ROANOKE TIMES

                         Roanoke Times
                 Copyright (c) 1995, Landmark Communications, Inc.

DATE: THURSDAY, March 5, 1992                   TAG: 9203050284
SECTION: VIRGINIA                    PAGE: A-1   EDITION: METRO 
SOURCE: WARREN FISKE STAFF WRITER
DATELINE: RICHMOND                                LENGTH: Medium


LOBBYISTS CHANGED STRATEGY

Frustrated by six straight years of defeat, Anne B. Kincaid was depressed two months ago by the prospect of yet another effort to persuade the General Assembly to restrict abortion rights for teen-agers.

"I felt that unless God intervened with a thunderbolt, we were bound to lose in the Senate again," she said. "I really reached a level of not wanting to get involved in another charade. I asked myself: `Why are you doing this again?' "

She confided in Beth York, chief lobbyist for the Virginia Society for Human Life. York was more optimistic, noting that Republicans had almost doubled their strength in the Senate during last November's elections and would occupy 18 of the chamber's 40 seats.

"If the new members hear our arguments and we can just win one over to our side, then we've accomplished something," York said.

On Wednesday, York's hopes were exceeded when 17 Senate Republicans joined 10 Democrats to pass legislation that would require physicians to notify parents before performing abortions on girls younger than 16.

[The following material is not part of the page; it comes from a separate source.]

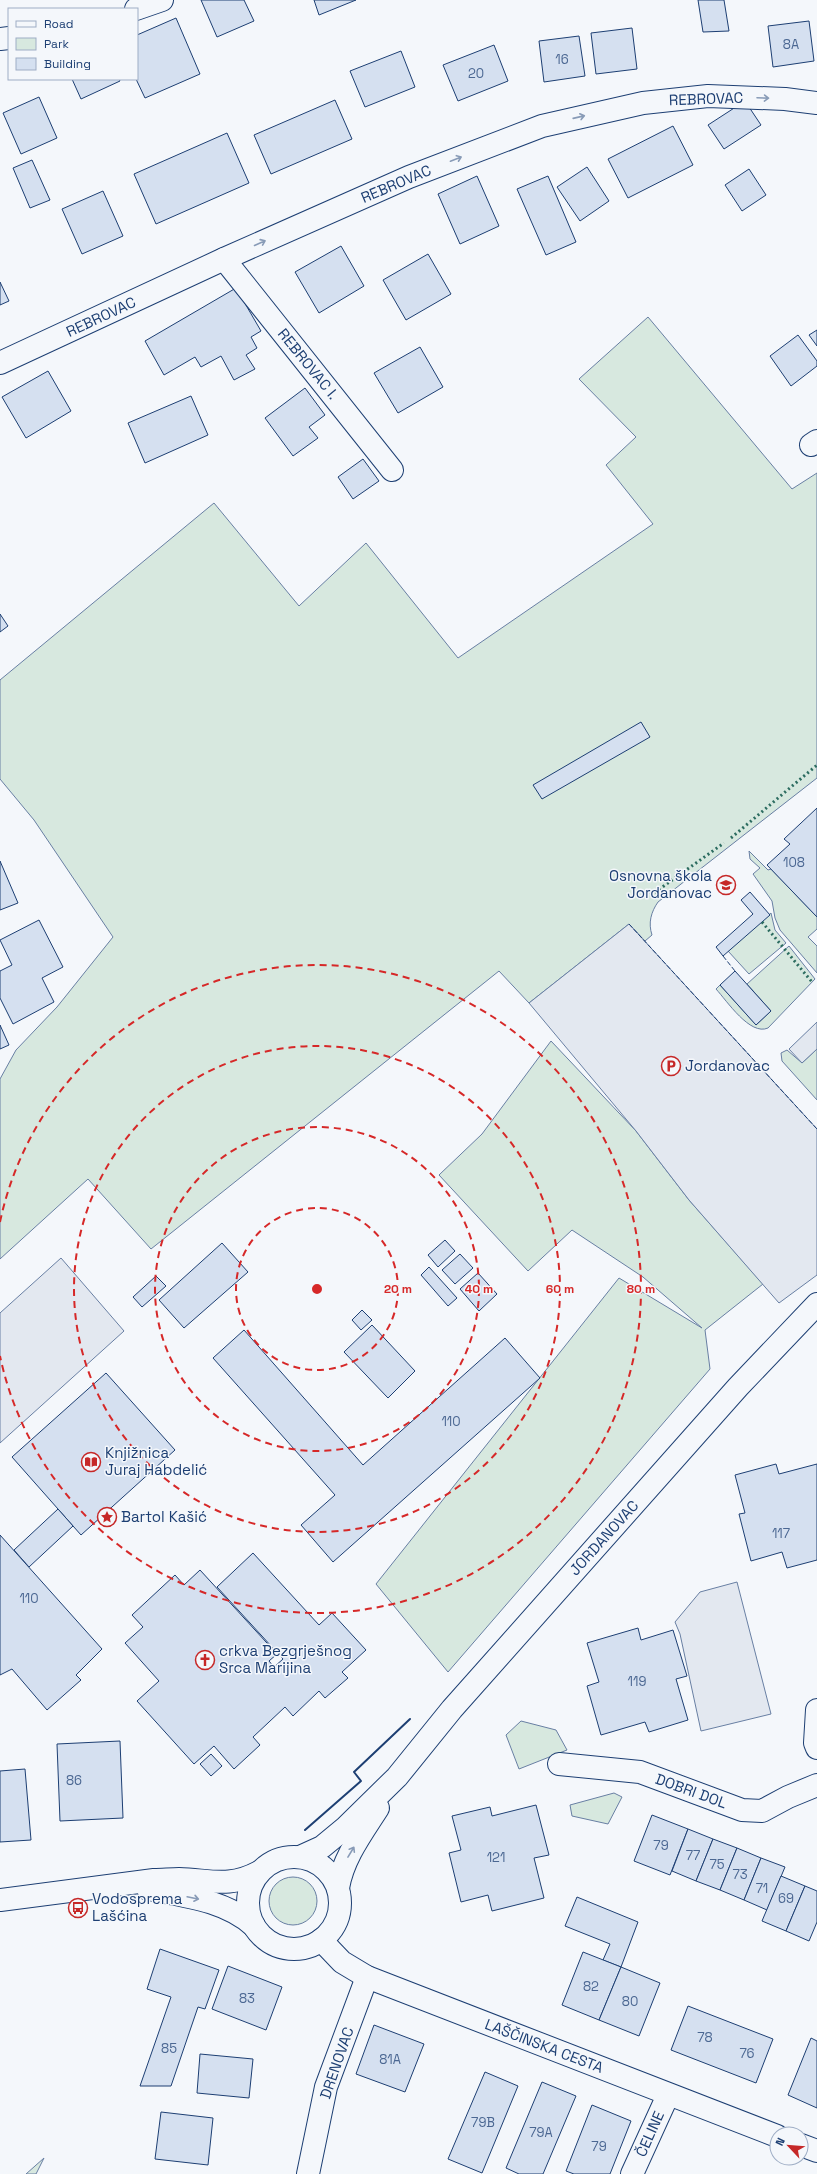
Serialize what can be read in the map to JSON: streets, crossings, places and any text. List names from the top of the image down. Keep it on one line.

York and Kincaid were pleased, though not entirely satisfied; they had wanted the bill to cover all girls under 18.

The women stressed that their efforts will not stop until the General Assembly bans abortions in Virginia. They predict that the U.S. Supreme Court soon will overturn its 1973 decision establishing abortion as a constitutional right.

"When that happens, the real fight in the Virginia legislature will begin," Kincaid said. "Everything we've been doing up to now is just training for that day."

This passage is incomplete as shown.